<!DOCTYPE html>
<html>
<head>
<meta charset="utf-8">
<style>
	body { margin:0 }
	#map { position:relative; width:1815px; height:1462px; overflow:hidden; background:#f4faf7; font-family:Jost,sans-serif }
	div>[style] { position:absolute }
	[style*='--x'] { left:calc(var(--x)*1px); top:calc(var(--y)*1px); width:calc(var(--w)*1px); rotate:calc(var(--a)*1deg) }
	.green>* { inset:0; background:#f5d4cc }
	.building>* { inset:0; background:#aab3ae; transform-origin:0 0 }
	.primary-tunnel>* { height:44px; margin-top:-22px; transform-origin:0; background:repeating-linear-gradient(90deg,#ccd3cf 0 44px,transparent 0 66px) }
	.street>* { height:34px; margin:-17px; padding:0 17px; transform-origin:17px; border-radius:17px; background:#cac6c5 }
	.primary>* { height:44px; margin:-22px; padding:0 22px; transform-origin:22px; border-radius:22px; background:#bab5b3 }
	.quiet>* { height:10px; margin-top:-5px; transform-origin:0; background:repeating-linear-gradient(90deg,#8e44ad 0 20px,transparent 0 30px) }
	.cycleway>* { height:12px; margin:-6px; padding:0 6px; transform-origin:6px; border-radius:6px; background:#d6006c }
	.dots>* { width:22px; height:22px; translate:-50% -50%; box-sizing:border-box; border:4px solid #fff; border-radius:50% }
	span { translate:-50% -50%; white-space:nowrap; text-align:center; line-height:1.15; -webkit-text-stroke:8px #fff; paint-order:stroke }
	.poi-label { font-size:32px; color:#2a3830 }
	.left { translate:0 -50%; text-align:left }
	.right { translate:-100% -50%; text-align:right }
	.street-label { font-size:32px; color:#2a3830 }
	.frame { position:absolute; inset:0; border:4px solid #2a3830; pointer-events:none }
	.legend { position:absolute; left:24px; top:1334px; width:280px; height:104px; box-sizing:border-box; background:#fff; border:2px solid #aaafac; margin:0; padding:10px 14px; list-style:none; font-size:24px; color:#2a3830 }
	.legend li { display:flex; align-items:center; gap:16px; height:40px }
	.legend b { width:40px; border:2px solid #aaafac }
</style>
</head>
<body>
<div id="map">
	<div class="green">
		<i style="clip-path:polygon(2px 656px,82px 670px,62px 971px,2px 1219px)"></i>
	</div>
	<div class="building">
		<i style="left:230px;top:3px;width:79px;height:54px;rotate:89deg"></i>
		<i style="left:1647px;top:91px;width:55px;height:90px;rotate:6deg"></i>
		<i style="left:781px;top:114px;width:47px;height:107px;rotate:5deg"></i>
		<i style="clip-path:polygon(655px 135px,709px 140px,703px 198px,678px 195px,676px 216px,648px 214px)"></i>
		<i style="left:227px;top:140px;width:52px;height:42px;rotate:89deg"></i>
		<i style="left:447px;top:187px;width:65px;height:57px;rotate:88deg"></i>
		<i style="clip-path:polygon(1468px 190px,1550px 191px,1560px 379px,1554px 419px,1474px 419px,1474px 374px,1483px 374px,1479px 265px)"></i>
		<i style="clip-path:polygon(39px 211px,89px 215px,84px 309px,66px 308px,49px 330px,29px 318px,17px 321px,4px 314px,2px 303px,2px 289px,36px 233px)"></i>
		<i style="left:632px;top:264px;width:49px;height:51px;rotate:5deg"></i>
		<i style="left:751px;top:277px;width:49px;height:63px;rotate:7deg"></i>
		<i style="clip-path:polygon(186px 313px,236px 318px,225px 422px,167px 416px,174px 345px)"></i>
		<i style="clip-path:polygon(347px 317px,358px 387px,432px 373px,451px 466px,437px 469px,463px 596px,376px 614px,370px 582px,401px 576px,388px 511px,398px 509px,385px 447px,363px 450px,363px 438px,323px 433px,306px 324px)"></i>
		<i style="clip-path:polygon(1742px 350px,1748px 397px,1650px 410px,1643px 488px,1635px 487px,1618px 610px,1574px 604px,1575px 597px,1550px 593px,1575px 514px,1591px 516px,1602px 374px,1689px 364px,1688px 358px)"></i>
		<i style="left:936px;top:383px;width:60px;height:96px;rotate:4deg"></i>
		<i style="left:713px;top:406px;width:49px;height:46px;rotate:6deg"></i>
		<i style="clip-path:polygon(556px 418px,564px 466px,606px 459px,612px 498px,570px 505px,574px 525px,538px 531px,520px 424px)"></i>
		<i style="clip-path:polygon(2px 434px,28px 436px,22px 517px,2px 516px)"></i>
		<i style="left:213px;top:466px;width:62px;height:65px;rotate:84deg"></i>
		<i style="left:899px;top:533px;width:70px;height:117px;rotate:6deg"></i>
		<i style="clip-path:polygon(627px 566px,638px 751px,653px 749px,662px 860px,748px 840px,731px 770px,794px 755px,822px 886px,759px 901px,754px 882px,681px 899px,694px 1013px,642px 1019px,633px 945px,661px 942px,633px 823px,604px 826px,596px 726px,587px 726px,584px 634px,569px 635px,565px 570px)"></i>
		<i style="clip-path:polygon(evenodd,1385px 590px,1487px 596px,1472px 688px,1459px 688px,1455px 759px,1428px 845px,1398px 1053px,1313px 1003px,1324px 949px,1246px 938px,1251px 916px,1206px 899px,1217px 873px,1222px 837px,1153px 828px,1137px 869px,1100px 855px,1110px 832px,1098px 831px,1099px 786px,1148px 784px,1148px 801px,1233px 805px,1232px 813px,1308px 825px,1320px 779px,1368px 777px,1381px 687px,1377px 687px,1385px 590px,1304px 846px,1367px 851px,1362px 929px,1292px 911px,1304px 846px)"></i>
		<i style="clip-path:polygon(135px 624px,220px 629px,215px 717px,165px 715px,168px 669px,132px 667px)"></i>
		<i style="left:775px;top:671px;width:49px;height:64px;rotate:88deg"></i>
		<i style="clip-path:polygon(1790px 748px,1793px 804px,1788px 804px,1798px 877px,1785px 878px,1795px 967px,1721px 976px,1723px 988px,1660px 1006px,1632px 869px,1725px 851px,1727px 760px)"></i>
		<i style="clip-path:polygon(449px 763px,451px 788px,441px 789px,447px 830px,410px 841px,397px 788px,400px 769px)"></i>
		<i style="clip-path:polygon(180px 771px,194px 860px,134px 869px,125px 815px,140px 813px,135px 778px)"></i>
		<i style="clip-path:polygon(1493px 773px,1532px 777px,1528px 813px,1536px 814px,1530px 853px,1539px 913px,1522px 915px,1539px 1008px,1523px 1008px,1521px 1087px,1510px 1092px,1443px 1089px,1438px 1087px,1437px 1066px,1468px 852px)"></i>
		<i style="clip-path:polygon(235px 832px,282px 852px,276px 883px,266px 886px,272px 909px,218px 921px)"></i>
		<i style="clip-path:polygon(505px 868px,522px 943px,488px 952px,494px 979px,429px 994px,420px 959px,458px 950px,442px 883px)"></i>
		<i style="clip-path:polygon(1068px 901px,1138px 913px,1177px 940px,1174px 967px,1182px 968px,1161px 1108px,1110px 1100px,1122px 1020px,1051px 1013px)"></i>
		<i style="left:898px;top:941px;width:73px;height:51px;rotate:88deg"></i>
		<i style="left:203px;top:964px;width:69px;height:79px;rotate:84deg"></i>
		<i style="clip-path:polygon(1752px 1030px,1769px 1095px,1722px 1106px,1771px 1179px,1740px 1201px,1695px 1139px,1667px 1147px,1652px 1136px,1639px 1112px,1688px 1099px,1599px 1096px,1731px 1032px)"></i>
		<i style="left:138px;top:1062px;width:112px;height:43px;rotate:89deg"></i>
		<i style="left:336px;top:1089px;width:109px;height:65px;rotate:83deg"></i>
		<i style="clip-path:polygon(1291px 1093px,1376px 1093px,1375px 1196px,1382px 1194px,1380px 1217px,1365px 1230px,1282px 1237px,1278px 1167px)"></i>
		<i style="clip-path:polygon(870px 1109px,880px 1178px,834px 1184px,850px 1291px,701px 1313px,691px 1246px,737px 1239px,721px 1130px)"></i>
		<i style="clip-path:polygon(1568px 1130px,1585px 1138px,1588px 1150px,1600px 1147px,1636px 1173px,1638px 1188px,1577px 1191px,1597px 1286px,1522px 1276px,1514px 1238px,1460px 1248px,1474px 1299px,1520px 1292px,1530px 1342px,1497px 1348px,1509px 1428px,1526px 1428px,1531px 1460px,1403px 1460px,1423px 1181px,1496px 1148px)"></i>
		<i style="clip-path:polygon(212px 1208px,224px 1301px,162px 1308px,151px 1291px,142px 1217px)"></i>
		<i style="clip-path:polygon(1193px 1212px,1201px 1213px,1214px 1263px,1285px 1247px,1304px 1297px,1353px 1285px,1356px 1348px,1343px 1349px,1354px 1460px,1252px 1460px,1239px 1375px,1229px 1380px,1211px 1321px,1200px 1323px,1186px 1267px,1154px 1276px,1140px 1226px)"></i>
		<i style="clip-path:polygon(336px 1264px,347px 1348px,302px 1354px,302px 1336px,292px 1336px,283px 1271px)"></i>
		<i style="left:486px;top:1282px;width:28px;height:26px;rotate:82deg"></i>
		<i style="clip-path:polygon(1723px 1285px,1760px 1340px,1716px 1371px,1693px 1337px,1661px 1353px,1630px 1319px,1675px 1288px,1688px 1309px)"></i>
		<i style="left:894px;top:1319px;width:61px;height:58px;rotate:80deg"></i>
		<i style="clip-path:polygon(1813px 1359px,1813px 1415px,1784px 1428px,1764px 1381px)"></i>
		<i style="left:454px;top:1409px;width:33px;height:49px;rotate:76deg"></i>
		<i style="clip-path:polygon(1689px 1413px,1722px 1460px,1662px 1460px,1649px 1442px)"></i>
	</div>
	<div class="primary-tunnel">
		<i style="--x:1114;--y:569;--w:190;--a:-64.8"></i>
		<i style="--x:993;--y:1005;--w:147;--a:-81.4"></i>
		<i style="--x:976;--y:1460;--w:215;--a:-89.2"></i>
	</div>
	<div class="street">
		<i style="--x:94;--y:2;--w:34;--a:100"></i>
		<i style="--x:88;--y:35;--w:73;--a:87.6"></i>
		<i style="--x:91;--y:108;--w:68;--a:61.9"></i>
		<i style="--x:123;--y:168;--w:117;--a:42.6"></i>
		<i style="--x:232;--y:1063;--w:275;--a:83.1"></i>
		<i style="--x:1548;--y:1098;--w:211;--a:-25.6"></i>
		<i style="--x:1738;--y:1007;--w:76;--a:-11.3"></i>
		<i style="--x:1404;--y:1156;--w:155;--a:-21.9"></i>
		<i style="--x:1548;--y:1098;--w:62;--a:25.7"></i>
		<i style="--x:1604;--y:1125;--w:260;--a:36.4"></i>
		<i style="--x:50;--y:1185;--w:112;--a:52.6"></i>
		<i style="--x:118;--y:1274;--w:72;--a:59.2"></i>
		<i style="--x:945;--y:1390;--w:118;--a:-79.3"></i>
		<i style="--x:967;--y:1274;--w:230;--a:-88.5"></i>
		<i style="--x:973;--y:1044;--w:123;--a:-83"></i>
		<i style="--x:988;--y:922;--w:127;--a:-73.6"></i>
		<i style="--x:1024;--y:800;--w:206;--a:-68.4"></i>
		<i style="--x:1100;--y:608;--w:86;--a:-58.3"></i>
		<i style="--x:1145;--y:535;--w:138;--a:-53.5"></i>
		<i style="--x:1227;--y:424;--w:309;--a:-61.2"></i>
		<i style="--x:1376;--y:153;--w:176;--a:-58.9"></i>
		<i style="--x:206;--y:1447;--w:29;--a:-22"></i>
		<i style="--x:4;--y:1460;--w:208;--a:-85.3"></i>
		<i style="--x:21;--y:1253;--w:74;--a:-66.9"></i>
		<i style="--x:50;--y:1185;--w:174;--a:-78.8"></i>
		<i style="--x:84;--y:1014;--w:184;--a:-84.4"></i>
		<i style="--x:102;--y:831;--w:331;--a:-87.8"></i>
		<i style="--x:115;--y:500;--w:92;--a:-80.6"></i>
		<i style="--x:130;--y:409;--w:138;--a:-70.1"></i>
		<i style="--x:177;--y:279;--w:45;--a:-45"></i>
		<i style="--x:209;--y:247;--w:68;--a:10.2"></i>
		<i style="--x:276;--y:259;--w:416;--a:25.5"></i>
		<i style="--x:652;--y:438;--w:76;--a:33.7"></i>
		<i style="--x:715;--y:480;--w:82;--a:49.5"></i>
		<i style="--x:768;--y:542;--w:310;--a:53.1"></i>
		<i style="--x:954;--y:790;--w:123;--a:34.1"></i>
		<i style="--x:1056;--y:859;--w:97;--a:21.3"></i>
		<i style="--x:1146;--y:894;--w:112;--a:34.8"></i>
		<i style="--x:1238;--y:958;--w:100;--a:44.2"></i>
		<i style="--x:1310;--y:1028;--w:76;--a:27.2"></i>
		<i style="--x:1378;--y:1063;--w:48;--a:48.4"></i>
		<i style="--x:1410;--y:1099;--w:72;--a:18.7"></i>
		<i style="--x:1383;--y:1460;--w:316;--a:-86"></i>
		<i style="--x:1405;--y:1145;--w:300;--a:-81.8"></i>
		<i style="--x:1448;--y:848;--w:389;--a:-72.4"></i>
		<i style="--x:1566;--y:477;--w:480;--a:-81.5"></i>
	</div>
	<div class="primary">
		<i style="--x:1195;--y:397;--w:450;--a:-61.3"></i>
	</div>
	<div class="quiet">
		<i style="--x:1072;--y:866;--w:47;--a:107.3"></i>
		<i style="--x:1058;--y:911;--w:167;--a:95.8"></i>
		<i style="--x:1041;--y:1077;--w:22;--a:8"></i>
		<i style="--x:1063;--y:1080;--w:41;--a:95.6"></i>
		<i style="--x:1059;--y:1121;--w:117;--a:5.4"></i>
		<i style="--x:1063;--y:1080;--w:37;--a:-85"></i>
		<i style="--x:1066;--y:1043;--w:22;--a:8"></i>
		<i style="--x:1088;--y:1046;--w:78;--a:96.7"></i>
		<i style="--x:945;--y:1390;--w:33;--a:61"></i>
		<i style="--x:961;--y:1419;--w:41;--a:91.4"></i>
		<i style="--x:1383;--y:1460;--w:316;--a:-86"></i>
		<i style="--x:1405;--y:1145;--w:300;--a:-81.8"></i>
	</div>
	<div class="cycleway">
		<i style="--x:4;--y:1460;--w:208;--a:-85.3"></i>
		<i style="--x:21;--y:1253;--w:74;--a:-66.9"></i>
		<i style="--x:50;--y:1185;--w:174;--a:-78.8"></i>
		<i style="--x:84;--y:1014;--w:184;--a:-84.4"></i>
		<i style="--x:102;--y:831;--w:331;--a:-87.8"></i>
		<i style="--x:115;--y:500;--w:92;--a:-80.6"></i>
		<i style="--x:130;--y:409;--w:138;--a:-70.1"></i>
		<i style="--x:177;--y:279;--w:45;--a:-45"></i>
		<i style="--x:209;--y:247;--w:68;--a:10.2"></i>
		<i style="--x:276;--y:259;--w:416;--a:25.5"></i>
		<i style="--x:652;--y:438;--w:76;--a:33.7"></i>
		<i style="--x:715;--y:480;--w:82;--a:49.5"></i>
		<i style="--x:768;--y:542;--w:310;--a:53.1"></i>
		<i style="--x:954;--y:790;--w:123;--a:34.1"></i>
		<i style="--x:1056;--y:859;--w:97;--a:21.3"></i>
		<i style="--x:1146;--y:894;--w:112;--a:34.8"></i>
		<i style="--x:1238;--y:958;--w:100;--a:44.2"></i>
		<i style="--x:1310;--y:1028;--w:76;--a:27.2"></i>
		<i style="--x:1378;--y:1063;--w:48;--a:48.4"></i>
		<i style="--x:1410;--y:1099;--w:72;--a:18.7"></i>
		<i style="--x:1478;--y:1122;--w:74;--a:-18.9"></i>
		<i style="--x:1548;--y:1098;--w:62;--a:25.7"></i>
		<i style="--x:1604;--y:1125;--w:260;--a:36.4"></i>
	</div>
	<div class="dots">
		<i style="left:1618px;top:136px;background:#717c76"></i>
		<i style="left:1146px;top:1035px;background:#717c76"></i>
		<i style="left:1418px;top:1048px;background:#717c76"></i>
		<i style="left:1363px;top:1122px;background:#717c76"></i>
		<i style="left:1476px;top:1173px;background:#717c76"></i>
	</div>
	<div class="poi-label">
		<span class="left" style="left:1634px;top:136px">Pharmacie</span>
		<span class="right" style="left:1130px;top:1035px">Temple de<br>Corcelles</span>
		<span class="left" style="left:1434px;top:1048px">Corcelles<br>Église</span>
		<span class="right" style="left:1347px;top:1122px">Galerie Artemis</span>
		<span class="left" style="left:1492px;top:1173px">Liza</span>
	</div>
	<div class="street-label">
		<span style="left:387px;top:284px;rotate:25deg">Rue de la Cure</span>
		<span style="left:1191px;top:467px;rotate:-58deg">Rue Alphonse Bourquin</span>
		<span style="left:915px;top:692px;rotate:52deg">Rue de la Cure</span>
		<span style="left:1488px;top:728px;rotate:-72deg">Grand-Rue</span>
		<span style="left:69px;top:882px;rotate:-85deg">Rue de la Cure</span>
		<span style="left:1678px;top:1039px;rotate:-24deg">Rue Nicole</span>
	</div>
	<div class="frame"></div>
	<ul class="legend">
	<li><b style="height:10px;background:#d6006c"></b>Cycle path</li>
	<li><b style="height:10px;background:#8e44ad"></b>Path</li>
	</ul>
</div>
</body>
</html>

EXERCISE GOAL
A word-for-word copy of the entries, from the first line through the line containing "inset:0; background:#aab3ae; transform-origin:0", is the whole answer.

SOLUTION TO THIS EXERCISE
<!DOCTYPE html>
<html>
<head>
<meta charset="utf-8">
<style>
	body { margin:0 }
	#map { position:relative; width:1815px; height:1462px; overflow:hidden; background:#f4faf7; font-family:Jost,sans-serif }
	div>[style] { position:absolute }
	[style*='--x'] { left:calc(var(--x)*1px); top:calc(var(--y)*1px); width:calc(var(--w)*1px); rotate:calc(var(--a)*1deg) }
	.green>* { inset:0; background:#f5d4cc }
	.building>* { inset:0; background:#aab3ae; transform-origin:0 0 }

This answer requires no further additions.